À la conférence, M. Easton et plusieurs hauts fonctionnaires canadiens ont assisté à l'exposé de M. Serino sur la gestion des catastrophes. Ils ignoraient alors que les leçons tirées à la conférence s'appliqueraient à une tragédie qui allait se produire quelques jours plus tard à Moncton.

La collaboration est de mise

Comme la ville n'avait jamais connu une tragédie de cette ampleur, les dirigeants ont dû faire des pieds et des mains pour obtenir des conseils.

« Nous devions bien sûr trouver quelqu'un à qui parler et étions prêts à recevoir toute l'aide et tous les conseils que nous pouvions obtenir », affirme Mme Hanson.

Andrew Easton a demandé l'aide de Richard Serino, qui a tout de suite constaté des similitudes entre la tragédie de Moncton et l'attentat à la bombe au marathon de Boston, qui ont tous deux été suivis d'un confinement et d'une chasse à l'homme. Les deux événements ont eu des répercussions sur les policiers, les premiers intervenants et les membres de la communauté.
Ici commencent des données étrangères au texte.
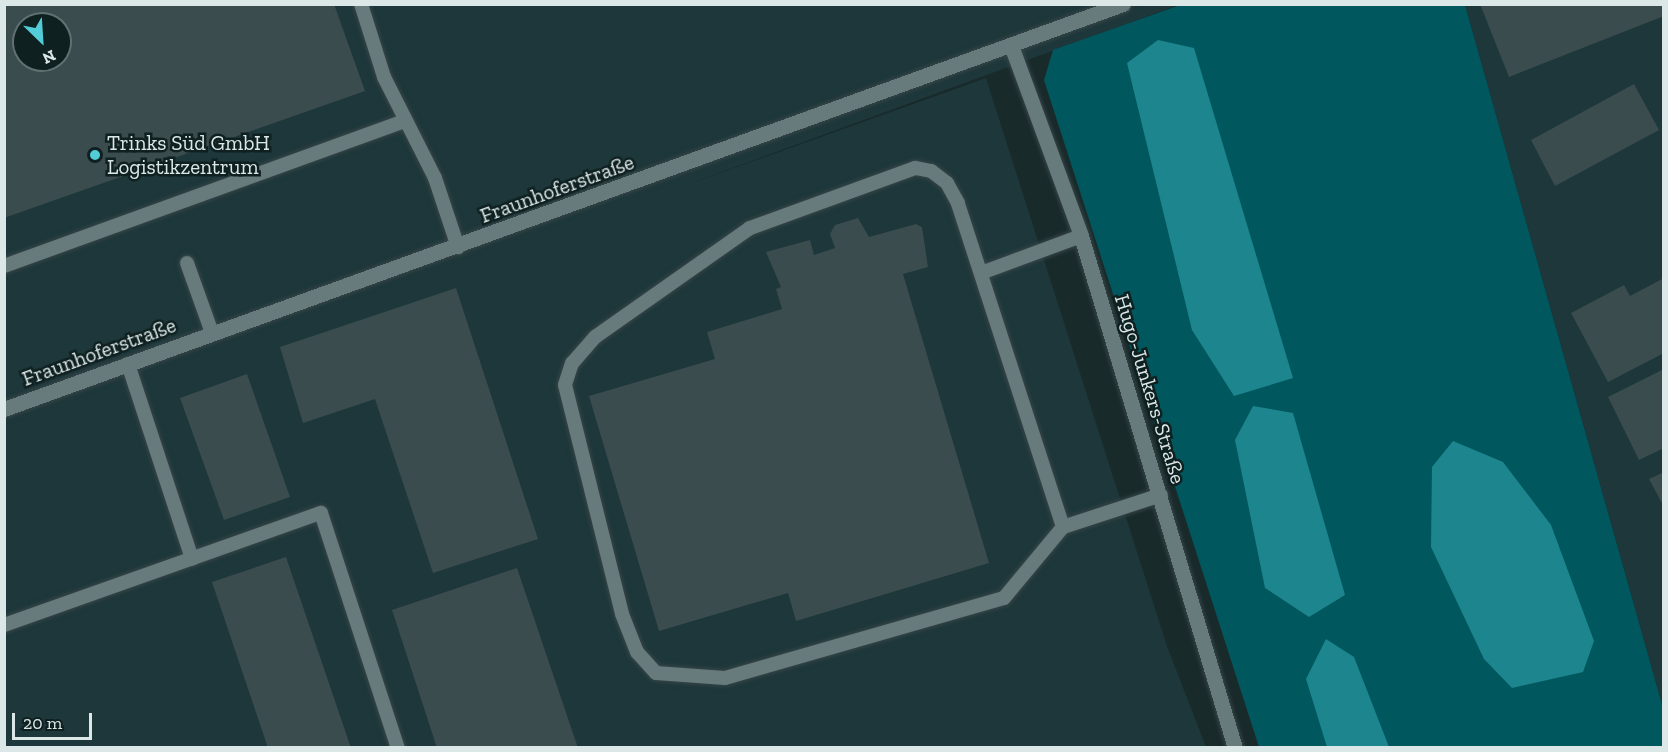 <!DOCTYPE html>
<meta charset="utf-8">
<style>
body{margin:0}
#map{position:relative;width:1668px;height:752px;overflow:hidden;background:#192a2b;font-family:"Zilla Slab",serif}
div>[style]{position:absolute}
.built>*{inset:0;background:#1d373a}
.forest>*{inset:0;background:#00585e}
.water>*{inset:0;background:#1d858e}
.building>*{inset:0;background:#3a4c4e}
.roads{filter:drop-shadow(0 0 2px #374547) drop-shadow(0 0 2px #374547)}
.lane>*{height:14px;margin:-7px;padding:0 7px;transform-origin:7px;border-radius:7px;background:#677a7c}
.street>*{height:15px;margin:-7.5px;padding:0 7.5px;transform-origin:7.5px;border-radius:7.5px;background:#677a7c}
.dots>*{width:16px;height:16px;translate:-50% -50%;box-sizing:border-box;border:3px solid #0f2021;border-radius:50%}
span{translate:-50% -50%;white-space:nowrap;text-align:center;line-height:1.15;-webkit-text-stroke:5px #0f2021;paint-order:stroke}
.poi-label{font-size:21px;color:#dce7e8}
.left{translate:0 -50%;text-align:left}
.street-label{font-size:21px;color:#dce7e8}
.frame{position:absolute;inset:0;border:6px solid #dce7e8;pointer-events:none}
.north{position:absolute;left:12px;top:12px;width:60px;height:60px;box-sizing:border-box;background:#0f2021;border:2px solid #617071;border-radius:50%;rotate:155deg;font-size:16px;font-weight:700;line-height:24px;text-align:center;color:#dce7e8}
.north::after{content:'';display:block;margin:auto;width:21px;height:27px;background:#52ccd6;clip-path:polygon(50% 0,100% 100%,50% 72%,0 100%)}
.scale{position:absolute;left:12px;top:713px;width:80px;height:27px;box-sizing:border-box;border:3px solid #dce7e8;border-top:0;padding-left:8px;font-size:18px;line-height:21px;white-space:nowrap;color:#dce7e8;-webkit-text-stroke:4px #0f2021;paint-order:stroke}
</style>
<div id="map">
<div class="built">
<div style="clip-path:polygon(evenodd,4px 5px,1178px 5px,681px 187px,986px 78px,1167px 646px,1206px 747px,5px 747px,4px 5px,24px 24px,60px 24px,60px 60px,24px 60px,24px 24px)"></div>
<div style="clip-path:polygon(1465px 5px,1663px 5px,1663px 708px)"></div>
</div>
<div class="forest">
<div style="clip-path:polygon(1180px 5px,1465px 5px,1663px 708px,1663px 747px,1259px 747px,1044px 80px,1053px 50px)"></div>
</div>
<div class="water">
<div style="clip-path:polygon(1158px 40px,1194px 48px,1293px 378px,1234px 396px,1192px 330px,1127px 63px)"></div>
<div style="clip-path:polygon(1253px 406px,1293px 413px,1345px 595px,1309px 617px,1265px 588px,1235px 440px)"></div>
<div style="clip-path:polygon(1453px 441px,1503px 462px,1551px 525px,1594px 641px,1583px 672px,1512px 688px,1484px 659px,1431px 547px,1432px 467px)"></div>
<div style="clip-path:polygon(1326px 639px,1354px 657px,1389px 747px,1327px 747px,1306px 679px)"></div>
</div>
<div class="building">
<div style="clip-path:polygon(evenodd,4px 4px,334px 4px,365px 91px,4px 218px,4px 4px,24px 24px,60px 24px,60px 60px,24px 60px,24px 24px)"></div>
<div style="clip-path:polygon(1480px 4px,1664px 4px,1664px 16px,1509px 77px)"></div>
<div style="clip-path:polygon(1634px 84px,1659px 130px,1555px 186px,1531px 140px)"></div>
<div style="clip-path:polygon(858px 218px,869px 237px,916px 224px,922px 227px,928px 267px,903px 274px,989px 563px,796px 621px,788px 593px,659px 631px,589px 396px,715px 359px,707px 332px,782px 309px,776px 289px,781px 287px,766px 252px,810px 240px,814px 255px,835px 248px,830px 234px,835px 225px)"></div>
<div style="clip-path:polygon(1664px 278px,1664px 353px,1608px 382px,1571px 313px,1624px 285px,1630px 296px)"></div>
<div style="clip-path:polygon(456px 288px,538px 539px,433px 573px,375px 399px,303px 423px,280px 347px)"></div>
<div style="clip-path:polygon(1664px 369px,1664px 448px,1639px 460px,1608px 397px)"></div>
<div style="clip-path:polygon(247px 374px,290px 497px,224px 520px,180px 398px)"></div>
<div style="clip-path:polygon(1664px 472px,1664px 507px,1649px 479px)"></div>
<div style="clip-path:polygon(286px 557px,351px 748px,268px 748px,212px 582px)"></div>
<div style="clip-path:polygon(517px 568px,578px 748px,437px 748px,392px 610px)"></div>
</div>
<div class="roads">
<div class="lane">
<div style="left:361px;top:4px;width:77px;rotate:72.5deg"></div>
<div style="left:384px;top:77px;width:113px;rotate:63.2deg"></div>
<div style="left:435px;top:178px;width:73px;rotate:71.6deg"></div>
<div style="left:187px;top:263px;width:74px;rotate:70.3deg"></div>
<div style="left:4px;top:266px;width:426px;rotate:-19.9deg"></div>
<div style="left:981px;top:273px;width:107px;rotate:-20.3deg"></div>
<div style="left:128px;top:364px;width:205px;rotate:71.8deg"></div>
<div style="left:1063px;top:527px;width:341px;rotate:-108deg"></div>
<div style="left:958px;top:203px;width:23px;rotate:-119deg"></div>
<div style="left:947px;top:183px;width:20px;rotate:-143deg"></div>
<div style="left:931px;top:171px;width:16px;rotate:-169deg"></div>
<div style="left:915px;top:168px;width:176px;rotate:160deg"></div>
<div style="left:750px;top:228px;width:189px;rotate:144.9deg"></div>
<div style="left:595px;top:337px;width:35px;rotate:131deg"></div>
<div style="left:572px;top:363px;width:23px;rotate:108deg"></div>
<div style="left:565px;top:385px;width:236px;rotate:76deg"></div>
<div style="left:622px;top:614px;width:41px;rotate:68.5deg"></div>
<div style="left:637px;top:652px;width:28px;rotate:48deg"></div>
<div style="left:656px;top:673px;width:69px;rotate:4.1deg"></div>
<div style="left:725px;top:678px;width:290px;rotate:-16deg"></div>
<div style="left:1004px;top:598px;width:92px;rotate:-50.3deg"></div>
<div style="left:1063px;top:527px;width:103px;rotate:-18.1deg"></div>
<div style="left:4px;top:625px;width:336px;rotate:-19.5deg"></div>
<div style="left:321px;top:513px;width:247px;rotate:71.9deg"></div>
</div>
<div class="street">
<div style="left:1012px;top:48px;width:200px;rotate:69.8deg"></div>
<div style="left:1081px;top:236px;width:535px;rotate:73.26deg"></div>
<div style="left:4px;top:409px;width:1190px;rotate:-19.9deg"></div>
</div>
</div>
<div class="dots">
<div style="left:95px;top:155px;background:#52ccd6"></div>
</div>
<div class="poi-label">
<span class="left" style="left:107px;top:155px">Trinks Süd GmbH<br>Logistikzentrum</span>
</div>
<div class="street-label">
<span style="left:557px;top:189px;rotate:-20deg">Fraunhoferstraße</span>
<span style="left:99px;top:352px;rotate:-20deg">Fraunhoferstraße</span>
<span style="left:1150px;top:389px;rotate:73deg">Hugo-Junkers-Straße</span>
</div>
<div class="frame"></div>
<div class="north">N</div>
<div class="scale">20 m</div>
</div>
« J'ai pu transmettre certaines des leçons que j'avais tirées de mon expérience », explique M. Serino.

Ce dernier a souligné l'importance d'aider les personnes touchées par la crise, même après l'incident.
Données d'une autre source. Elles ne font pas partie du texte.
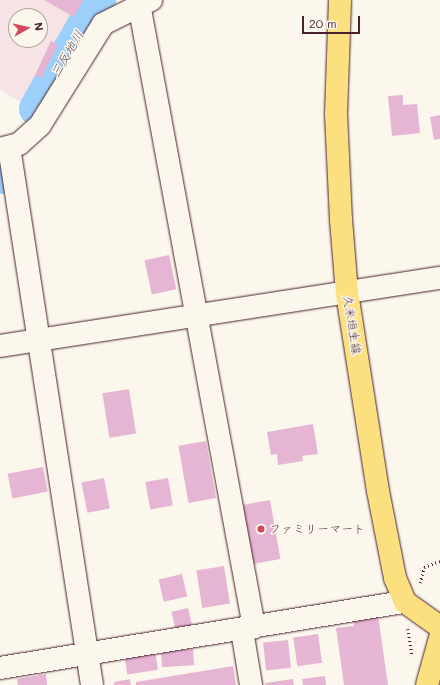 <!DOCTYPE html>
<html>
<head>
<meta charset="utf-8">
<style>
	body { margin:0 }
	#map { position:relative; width:440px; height:685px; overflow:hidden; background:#fbf7ec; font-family:Mali,"Klee One",sans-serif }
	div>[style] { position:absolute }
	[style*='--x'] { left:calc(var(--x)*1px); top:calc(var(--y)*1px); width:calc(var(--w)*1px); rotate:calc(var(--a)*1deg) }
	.built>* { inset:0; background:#f5e3e5 }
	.river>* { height:35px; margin:-17.5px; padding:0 17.5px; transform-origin:17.5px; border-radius:17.5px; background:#9ccff9 }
	.building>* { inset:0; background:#e7b5d4; transform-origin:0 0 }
	.path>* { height:2.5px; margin-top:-1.25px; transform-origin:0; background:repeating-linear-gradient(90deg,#4a1f2b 0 1px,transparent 0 4px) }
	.roads { filter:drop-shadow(0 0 1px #4a1f2b) drop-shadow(0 0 1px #4a1f2b) }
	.minor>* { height:22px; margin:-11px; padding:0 11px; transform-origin:11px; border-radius:11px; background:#fbf7ec }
	.major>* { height:22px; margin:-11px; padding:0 11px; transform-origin:11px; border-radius:11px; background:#fce080 }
	.dots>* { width:11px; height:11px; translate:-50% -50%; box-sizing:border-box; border:2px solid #fbf7ec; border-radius:50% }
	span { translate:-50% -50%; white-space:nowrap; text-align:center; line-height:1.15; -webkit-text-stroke:3px #fbf7ec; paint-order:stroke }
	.street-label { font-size:12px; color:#4a1f2b }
	.poi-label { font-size:12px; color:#4a1f2b }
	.left { translate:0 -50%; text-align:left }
	.water-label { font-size:13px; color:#635469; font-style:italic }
	.north { position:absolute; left:8px; top:8px; width:40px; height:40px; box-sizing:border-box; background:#fbf7ec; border:1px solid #b4a19f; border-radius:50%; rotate:82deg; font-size:11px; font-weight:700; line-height:16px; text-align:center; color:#4a1f2b }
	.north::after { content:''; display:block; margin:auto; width:14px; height:18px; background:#d1495b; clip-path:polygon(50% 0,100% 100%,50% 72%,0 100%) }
	.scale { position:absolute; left:302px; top:16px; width:58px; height:18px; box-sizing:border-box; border:2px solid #4a1f2b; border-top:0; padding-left:5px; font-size:12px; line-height:14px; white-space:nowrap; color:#4a1f2b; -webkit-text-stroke:3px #fbf7ec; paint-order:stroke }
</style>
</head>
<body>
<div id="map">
	<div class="built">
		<i style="clip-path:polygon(evenodd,0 0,86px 0,27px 106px,0 90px,0 0,16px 16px,40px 16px,40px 40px,16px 40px,16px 16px)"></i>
	</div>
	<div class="river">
		<i style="--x:36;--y:108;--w:125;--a:-60.1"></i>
		<i style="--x:0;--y:176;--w:1;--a:-90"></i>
	</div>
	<div class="building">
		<i style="clip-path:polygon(44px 0,83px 0,74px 17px)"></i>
		<i style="clip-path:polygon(51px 41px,58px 45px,41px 78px,35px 75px)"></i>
		<i style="clip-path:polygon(403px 95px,403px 105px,417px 104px,420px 133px,392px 136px,388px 96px)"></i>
		<i style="clip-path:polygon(440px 115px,440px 139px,434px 140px,430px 117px)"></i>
		<i style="left:169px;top:255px;width:35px;height:25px;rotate:78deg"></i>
		<i style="left:129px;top:389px;width:45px;height:27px;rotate:81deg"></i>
		<i style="clip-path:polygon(313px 424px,318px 454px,302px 456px,303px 461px,278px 465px,277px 454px,271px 455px,267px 432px)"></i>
		<i style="left:206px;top:441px;width:58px;height:28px;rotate:80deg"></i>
		<i style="left:43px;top:467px;width:25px;height:36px;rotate:79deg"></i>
		<i style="left:104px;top:478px;width:31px;height:23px;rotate:79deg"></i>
		<i style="left:168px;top:478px;width:28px;height:23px;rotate:80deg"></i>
		<i style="left:270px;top:500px;width:60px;height:31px;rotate:80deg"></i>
		<i style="left:224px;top:566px;width:38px;height:28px;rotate:81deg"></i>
		<i style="left:182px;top:574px;width:23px;height:24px;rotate:77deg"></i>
		<i style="left:188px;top:608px;width:18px;height:17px;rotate:77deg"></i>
		<i style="clip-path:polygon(378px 615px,388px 685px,344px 685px,336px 628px,354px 626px,353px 618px)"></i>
		<i style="left:318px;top:634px;width:29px;height:25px;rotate:82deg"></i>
		<i style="left:288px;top:640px;width:28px;height:25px;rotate:84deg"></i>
		<i style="left:193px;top:649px;width:16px;height:32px;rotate:86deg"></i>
		<i style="left:155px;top:651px;width:19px;height:31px;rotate:81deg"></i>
		<i style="clip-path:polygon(233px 666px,236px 685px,136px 685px,136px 682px)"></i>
		<i style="clip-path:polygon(46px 674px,47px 685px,18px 685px,17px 679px)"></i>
		<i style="clip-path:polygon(325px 676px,326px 685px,303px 685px,302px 679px)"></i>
		<i style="clip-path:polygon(130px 679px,131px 685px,114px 685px,114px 682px)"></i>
		<i style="clip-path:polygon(293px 679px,294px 685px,265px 685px,265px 683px)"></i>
	</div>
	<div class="path">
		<i style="--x:420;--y:583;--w:16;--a:-76"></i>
		<i style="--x:424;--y:567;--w:17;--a:-21"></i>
		<i style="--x:408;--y:629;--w:26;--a:81"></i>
	</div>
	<div class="roads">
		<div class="minor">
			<i style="--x:139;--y:4;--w:634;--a:79.54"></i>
			<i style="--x:9;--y:147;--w:544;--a:81.23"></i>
			<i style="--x:0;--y:149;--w:20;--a:-15"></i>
			<i style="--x:19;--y:144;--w:28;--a:-42"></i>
			<i style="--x:40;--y:125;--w:119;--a:-58"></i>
			<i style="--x:103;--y:24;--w:54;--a:-26.6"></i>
			<i style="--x:0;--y:346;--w:445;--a:-8.8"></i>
			<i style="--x:242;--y:630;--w:56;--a:80.7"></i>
			<i style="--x:0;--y:668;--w:410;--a:-9.3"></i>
		</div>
		<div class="major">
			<i style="--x:340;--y:0;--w:114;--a:92"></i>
			<i style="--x:336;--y:114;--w:106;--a:87.3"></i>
			<i style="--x:341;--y:220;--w:73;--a:85.3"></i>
			<i style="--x:347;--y:293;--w:200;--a:81.1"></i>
			<i style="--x:378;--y:491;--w:89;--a:78.9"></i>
			<i style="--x:395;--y:578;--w:26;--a:67"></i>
			<i style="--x:405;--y:602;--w:43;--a:35.5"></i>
			<i style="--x:427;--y:685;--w:49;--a:-74.5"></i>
		</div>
	</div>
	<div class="dots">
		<i style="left:261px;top:529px;background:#d1495b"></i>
	</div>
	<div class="street-label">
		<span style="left:352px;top:325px;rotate:81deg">久米垣生線</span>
	</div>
	<div class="poi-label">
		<span class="left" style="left:269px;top:529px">ファミリーマート</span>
	</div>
	<div class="water-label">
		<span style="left:67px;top:54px;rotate:-60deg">三反地川</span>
	</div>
	<div class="north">N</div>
	<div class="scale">20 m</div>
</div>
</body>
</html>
« Il importe de pouvoir recourir à des ressources et à du soutien pour pouvoir aider les survivants et les autorités municipales à guérir et à se concentrer sur le positif », soutient-il.

L'intervention des autorités municipales

Dans les heures suivant la fusillade, les responsables de la province du N.-B. ont communiqué avec les autorités à Moncton pour leur offrir d'entrer en contact avec M. Serino.

On souhaitait ainsi que les autorités aillent chercher le soutien approprié pour ceux qui en avaient besoin et que les citoyens sachent comment obtenir de l'aide dans les semaines et mois à venir.

« Nous en avons tiré une grande leçon », affirme Laurann Hanson.

Elle a vraiment saisi la nécessité de fournir des ressources communautaires lorsqu'elle a entendu des collègues vivant dans le secteur touché raconter leur expé-rience. Elle s'est rendu compte que tout le monde n'avait pas accès à des programmes d'aide en santé mentale.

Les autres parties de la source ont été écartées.